Within LCF, the Agent process does the actual work, it crawls documents and ingests them. The Authority Service webapp is used to get authorization tokens for a given username. To configure and interact with the system, the Configuration UI is used. The Configuration UI (crawler-ui) is a webapp in which you can configure the system, start/pause/abort the crawler and get statistics about the documents.
The agent, authority service and configuration ui, are build on top of the PostgreSql database. The database is used to store state, eg. crawled documents, and configuration, eg. scheduling and connection information. The synchronization folder is used to keep the processes in sync, by providing a locking mechanism across jvm instances.

Build

There are currently no releases of LCF available, but the project sources are in svn. Get the project sources using subversion from:
https://svn.apache.org/repos/asf/incubator/lcf/trunk

After a checkout, you will find the following directories:

documentation
- Part of the end-user documentation, written in LaTeX.
modules
- This directory contains the sources for the framework and the different supported connectors.
tests
- Part of the test files used by MetaCarta

Building LCF is done using ant and requires ant 1.7 or greater. Run ant from the modules directory to build the system. The output is produced in the modules/dist folder. The build creates two war files in the tomcat folder and a set of jar files in the processes folder.

Setup

The LCF is implemented on top of a postgreSQL database and uses a folder on the file system for synchronization. Both need to be configured in the LCF configuration file. By default LCF looks for a configuration file at /lcf/properties.ini. The following code block shows the minimal configuration needed.

org.apache.lcf.synchdirectory=/home/user/lcf_work/
org.apache.lcf.database.username=postgres
org.apache.lcf.database.password=postgres
org.apache.lcf.database.name=lcf

When not specified in the configuration file, LCF expects a standard commons-logging property file at /lcf/logging.ini.

org.apache.commons.logging.Log=org.apache.commons.logging.impl.Log4JLogger

# Configuration file of the log
log4j.configuration=log4j.xml
log4j.rootCategory=info
# Set root logger level to DEBUG and its only appender to A1.
log4j.rootLogger=DEBUG, A1

# A1 is set to be a ConsoleAppender.
log4j.appender.A1=org.apache.log4j.FileAppender
log4j.appender.A1.Threshold=DEBUG
log4j.appender.A1.File=ApplicationLog.log
log4j.appender.A1.Append=true

# A1 uses PatternLayout.
log4j.appender.A1.layout=org.apache.log4j.PatternLayout
log4j.appender.A1.layout.ConversionPattern=%-4r [%t] %-5p %c %x – %m%n

Create the database and register the different components using the following commands from the modules/dist directory.

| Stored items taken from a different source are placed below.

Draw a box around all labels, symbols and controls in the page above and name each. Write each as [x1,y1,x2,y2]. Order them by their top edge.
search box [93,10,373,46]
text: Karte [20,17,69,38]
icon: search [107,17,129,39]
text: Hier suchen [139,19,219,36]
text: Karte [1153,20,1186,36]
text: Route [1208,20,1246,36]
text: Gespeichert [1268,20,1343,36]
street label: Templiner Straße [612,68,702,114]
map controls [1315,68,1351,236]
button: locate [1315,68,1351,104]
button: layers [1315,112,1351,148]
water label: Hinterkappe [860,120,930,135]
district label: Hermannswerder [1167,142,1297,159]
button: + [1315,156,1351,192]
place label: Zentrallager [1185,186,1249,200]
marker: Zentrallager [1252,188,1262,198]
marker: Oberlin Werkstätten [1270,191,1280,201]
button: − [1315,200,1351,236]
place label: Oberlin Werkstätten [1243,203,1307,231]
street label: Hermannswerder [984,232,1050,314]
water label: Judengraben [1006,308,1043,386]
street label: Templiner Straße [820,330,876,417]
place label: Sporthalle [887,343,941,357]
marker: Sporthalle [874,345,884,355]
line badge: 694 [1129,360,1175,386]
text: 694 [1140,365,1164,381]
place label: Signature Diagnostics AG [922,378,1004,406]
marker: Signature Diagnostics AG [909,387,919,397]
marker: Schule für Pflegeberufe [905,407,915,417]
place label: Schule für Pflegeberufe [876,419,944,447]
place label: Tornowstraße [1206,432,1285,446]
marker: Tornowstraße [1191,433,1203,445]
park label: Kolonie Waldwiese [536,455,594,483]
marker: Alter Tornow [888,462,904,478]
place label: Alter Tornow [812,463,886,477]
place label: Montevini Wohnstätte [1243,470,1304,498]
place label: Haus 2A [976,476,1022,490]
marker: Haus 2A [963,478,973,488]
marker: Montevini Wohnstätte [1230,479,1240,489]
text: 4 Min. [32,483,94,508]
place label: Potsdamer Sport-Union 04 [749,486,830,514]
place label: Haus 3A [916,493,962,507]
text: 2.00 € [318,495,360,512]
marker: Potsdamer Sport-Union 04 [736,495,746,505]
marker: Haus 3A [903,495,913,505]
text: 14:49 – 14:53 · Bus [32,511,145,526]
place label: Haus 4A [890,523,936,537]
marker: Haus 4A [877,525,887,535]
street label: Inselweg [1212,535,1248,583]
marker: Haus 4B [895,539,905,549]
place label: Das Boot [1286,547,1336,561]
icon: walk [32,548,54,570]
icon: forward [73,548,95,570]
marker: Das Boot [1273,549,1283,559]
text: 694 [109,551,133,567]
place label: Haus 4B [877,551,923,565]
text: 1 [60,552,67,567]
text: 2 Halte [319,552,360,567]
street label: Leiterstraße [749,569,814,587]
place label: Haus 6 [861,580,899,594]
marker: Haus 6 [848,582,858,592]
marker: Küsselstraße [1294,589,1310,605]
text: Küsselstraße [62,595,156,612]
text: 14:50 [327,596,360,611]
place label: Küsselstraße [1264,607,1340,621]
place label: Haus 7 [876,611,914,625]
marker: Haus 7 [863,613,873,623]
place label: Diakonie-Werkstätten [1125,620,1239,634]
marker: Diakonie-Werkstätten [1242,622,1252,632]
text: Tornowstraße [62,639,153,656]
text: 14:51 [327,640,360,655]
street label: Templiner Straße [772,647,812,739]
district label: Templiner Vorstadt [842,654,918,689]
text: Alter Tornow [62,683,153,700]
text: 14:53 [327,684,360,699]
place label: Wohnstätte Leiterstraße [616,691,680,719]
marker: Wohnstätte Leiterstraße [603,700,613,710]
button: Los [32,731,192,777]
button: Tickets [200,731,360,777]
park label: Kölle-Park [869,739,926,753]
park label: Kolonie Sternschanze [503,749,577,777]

java -Djava.ext.dirs=processes org.apache.lcf.core.DBCreate postgres postgres
java -Djava.ext.dirs=processes org.apache.lcf.agents.Install
java -Djava.ext.dirs=processes org.apache.lcf.agents.Register org.apache.lcf.crawler.system.CrawlerAgent
java -Djava.ext.dirs=processes org.apache.lcf.agents.RegisterOutput org.apache.lcf.agents.output.solr.SolrConnector “Solr Connector”
java -Djava.ext.dirs=processes org.apache.lcf.crawler.Register org.apache.lcf.crawler.connectors.webcrawler.WebcrawlerConnector “Web Crawler”

Run

With the configuration in place you need to deploy the lcf-crawler-ui web application and start the Agent. The web application can be deployed in any servlet container like Tomcat or Jetty, but needs to be run as the same user as the Agent. You can find the war file needed in the modules/dist/web directory.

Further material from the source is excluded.